3. The third ground is that the court is without jurisdiction of said appeal.

[4] This is well taken, for no judgment has ever been made or entered by the justice’s court in said action. It is true that counsel have not discussed this particular point, and doubtless did not call the same to the attention of respondents at the hearing of the notice of motion to dismiss. It has apparently been assumed by counsel that a judgment was entered on December 30, 1919, but that such is not the fact is disclosed by the record.

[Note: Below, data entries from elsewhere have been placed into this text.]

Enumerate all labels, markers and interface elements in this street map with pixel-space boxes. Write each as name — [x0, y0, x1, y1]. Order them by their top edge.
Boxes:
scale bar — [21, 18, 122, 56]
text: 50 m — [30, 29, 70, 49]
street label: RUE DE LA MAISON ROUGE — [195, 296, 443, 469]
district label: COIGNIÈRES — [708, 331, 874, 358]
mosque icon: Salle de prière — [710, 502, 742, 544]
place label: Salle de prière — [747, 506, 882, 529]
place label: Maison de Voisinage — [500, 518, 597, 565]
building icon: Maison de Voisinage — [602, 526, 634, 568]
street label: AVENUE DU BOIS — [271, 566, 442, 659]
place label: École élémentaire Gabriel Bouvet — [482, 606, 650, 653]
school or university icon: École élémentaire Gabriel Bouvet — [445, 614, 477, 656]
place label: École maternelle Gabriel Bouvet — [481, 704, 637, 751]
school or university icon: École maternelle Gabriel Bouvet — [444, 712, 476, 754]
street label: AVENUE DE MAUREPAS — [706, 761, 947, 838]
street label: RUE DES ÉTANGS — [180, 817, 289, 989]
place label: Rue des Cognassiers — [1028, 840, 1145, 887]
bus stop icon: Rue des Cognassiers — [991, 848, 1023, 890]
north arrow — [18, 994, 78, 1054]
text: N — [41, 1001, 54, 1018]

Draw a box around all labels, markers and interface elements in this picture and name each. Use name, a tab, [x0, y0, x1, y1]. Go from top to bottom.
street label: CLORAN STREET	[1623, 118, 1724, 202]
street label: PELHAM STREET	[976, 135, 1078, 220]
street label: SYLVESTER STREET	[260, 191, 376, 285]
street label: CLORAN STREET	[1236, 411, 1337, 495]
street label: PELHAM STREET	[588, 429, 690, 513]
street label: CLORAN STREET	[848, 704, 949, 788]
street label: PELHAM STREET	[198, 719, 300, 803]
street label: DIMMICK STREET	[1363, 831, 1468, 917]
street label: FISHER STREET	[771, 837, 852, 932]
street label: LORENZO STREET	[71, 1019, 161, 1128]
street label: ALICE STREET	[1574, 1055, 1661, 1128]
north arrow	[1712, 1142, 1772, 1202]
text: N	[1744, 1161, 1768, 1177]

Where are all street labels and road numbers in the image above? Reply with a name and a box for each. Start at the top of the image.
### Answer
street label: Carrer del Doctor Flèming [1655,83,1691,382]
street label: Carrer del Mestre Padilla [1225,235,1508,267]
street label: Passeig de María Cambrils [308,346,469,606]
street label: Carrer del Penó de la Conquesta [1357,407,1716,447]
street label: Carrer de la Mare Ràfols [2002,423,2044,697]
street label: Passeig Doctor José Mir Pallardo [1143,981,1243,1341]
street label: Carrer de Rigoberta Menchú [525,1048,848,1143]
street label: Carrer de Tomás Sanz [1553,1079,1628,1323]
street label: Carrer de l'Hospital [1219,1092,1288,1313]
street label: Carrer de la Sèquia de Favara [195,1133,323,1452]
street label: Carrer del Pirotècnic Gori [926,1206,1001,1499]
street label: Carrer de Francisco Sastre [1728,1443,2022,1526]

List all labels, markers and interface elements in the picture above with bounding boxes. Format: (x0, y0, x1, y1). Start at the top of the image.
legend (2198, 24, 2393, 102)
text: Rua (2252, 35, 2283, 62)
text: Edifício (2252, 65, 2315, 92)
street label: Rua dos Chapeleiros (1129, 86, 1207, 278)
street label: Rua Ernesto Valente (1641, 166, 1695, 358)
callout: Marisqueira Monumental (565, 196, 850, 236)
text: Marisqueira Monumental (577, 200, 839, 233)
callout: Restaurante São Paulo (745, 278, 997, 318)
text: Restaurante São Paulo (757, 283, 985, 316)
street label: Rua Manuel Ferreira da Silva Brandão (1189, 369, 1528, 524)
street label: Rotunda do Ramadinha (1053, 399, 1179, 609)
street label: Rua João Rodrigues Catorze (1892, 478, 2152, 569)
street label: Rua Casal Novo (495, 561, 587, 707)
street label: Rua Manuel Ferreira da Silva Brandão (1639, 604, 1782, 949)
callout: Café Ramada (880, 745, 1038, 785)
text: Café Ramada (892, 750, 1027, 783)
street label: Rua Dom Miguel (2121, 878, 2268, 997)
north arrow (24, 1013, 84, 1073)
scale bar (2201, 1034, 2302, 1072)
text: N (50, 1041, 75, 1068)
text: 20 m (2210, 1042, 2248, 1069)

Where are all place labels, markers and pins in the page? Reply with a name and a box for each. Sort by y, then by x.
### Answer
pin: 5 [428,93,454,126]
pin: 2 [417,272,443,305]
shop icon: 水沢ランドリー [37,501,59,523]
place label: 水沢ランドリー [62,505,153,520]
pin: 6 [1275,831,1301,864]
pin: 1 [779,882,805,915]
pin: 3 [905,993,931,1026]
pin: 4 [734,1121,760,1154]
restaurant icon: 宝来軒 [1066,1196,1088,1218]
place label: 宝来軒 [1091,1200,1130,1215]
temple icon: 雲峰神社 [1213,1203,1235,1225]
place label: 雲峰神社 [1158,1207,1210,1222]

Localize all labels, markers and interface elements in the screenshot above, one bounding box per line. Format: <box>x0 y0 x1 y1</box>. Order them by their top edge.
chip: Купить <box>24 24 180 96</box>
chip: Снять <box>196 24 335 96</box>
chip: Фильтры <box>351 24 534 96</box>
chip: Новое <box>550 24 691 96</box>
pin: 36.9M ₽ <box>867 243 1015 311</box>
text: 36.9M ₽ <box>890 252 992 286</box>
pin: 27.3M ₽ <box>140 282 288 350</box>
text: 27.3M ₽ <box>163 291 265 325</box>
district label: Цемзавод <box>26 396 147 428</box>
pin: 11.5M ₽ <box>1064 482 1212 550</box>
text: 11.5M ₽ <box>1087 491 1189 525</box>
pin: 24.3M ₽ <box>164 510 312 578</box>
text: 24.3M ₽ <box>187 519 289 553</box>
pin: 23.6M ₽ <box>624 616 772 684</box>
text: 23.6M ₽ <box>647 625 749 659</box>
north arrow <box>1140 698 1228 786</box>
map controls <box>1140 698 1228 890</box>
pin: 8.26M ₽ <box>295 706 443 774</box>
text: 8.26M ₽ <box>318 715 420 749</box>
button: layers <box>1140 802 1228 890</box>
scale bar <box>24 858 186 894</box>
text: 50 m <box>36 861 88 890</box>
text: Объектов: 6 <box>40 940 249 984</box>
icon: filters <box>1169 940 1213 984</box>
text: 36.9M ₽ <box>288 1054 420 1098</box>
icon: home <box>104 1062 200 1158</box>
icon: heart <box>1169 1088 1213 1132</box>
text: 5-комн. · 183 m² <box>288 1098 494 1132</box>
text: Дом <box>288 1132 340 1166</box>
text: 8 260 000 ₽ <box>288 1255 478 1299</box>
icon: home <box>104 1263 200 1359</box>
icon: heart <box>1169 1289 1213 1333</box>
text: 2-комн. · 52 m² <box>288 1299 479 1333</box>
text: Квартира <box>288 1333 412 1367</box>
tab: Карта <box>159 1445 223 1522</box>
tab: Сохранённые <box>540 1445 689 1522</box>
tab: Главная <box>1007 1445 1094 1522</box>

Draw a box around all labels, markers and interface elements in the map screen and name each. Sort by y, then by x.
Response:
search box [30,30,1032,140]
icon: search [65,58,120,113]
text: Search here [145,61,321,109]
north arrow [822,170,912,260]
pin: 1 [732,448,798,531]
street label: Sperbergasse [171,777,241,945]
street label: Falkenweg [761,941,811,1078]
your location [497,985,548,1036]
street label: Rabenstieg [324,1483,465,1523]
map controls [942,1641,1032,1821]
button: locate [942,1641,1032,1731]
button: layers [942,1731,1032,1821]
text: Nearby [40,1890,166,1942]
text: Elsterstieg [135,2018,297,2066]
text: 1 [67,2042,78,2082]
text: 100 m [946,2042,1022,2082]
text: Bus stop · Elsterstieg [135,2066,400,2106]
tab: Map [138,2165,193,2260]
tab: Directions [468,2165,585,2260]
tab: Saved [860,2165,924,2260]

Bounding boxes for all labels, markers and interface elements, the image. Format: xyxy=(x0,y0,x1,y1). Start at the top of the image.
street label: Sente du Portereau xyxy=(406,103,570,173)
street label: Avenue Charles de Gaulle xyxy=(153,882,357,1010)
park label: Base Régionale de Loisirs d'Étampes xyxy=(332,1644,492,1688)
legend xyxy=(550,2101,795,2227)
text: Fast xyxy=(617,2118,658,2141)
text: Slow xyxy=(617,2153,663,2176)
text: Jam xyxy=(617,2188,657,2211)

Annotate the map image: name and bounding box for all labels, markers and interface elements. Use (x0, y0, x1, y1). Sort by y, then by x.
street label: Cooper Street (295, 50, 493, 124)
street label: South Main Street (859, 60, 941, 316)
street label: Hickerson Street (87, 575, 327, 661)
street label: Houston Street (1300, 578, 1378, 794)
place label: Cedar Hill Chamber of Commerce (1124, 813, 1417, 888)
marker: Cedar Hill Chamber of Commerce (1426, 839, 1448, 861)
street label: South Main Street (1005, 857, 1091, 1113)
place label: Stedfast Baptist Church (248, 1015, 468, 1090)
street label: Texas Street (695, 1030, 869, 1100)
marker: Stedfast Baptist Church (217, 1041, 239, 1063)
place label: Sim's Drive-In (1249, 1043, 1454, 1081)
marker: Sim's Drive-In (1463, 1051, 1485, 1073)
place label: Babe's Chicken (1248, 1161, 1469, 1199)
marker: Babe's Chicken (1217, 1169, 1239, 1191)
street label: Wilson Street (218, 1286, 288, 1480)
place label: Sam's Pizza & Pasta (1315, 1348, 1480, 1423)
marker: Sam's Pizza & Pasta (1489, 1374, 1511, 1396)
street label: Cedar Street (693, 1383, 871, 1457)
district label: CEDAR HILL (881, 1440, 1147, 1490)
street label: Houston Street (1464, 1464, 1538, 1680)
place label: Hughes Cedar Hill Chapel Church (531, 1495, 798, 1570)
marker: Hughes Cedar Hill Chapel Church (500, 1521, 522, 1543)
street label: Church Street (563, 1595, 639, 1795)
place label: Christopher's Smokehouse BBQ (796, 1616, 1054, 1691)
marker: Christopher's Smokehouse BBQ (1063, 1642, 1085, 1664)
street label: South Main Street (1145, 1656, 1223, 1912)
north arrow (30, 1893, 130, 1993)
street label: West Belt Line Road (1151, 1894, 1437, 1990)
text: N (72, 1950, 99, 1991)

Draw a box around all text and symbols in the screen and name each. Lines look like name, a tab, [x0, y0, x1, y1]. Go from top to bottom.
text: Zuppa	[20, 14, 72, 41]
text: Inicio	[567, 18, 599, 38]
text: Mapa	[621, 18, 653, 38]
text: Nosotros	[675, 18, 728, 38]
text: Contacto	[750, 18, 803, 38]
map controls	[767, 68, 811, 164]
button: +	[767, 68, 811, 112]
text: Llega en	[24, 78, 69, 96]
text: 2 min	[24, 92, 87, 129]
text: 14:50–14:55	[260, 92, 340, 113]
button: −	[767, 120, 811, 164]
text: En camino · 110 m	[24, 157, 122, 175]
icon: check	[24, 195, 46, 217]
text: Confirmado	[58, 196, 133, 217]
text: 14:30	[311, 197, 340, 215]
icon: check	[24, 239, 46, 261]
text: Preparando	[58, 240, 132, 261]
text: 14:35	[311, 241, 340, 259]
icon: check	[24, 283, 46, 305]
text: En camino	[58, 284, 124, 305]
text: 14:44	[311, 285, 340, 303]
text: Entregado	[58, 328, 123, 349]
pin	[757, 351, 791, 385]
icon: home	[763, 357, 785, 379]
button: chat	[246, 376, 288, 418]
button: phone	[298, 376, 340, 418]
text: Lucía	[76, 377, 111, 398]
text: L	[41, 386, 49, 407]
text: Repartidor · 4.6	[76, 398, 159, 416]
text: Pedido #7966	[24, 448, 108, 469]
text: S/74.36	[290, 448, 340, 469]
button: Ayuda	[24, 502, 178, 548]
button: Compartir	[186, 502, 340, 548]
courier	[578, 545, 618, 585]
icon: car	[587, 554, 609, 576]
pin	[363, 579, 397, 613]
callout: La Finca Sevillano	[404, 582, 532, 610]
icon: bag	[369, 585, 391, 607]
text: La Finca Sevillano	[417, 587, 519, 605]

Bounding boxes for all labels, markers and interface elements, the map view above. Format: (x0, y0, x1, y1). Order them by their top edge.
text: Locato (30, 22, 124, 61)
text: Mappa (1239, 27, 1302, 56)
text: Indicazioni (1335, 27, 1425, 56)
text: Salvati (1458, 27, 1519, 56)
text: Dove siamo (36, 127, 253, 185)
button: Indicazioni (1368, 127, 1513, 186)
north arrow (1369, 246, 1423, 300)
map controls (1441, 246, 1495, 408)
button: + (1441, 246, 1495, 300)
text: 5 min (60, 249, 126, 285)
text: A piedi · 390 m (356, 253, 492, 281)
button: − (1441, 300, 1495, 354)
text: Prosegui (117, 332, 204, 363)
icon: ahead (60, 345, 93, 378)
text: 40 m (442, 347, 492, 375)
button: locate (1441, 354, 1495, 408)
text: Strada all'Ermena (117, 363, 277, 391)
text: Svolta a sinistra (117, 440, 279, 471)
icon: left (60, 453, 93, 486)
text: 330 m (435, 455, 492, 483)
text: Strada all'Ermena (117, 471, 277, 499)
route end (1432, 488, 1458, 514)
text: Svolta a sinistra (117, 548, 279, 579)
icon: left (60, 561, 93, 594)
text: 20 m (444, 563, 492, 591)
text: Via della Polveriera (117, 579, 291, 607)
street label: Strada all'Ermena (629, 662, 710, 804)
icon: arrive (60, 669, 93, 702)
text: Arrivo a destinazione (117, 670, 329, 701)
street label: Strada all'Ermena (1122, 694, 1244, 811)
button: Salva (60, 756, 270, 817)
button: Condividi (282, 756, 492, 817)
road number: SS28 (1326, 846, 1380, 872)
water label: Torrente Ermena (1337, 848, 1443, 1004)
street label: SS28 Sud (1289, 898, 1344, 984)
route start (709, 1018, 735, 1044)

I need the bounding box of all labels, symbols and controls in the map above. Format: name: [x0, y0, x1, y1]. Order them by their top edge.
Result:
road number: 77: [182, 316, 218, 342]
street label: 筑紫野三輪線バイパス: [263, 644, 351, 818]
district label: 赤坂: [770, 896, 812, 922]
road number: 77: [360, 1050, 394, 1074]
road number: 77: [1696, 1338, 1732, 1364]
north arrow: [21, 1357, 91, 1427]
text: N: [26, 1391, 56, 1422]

While the notice of appeal (a copy of which is attached to the petition) recites that it is taken from the judgment made and entered on December 30, 1919, as a matter of fact, no such judgment was entered. The failure of counsel to call the court’s attention to this matter would not, of course, justify a refusal to issue the writ, where the record, as it *583does here, affirmatively shows want of jurisdiction on the part of respondents to proceed further with the action.

The case was tried on December 30, 1919, before the court and a jury, and the docket, a copy of which is attached to the petition, contains the following entry:

“December 30th, 1919. All parties in court. Jury sworn to try the case. The jury after hearing all evidence returned a verdict in favor of plaintiffs.

“Verdict as follows:
Seven lambs at eight dollars...........$50.06,*
One ewe at ten dollars................ 10.00
Two ewes at four dollars.............. 8.00
Total.........................$74.00 and costs.”

At the end of the transcript of docket is the following: “I hereby certify above is true copy of the docket kept by me. J. D. Cooper.” Nowhere in the docket is there mention of any judgment entered on the verdict of the jury.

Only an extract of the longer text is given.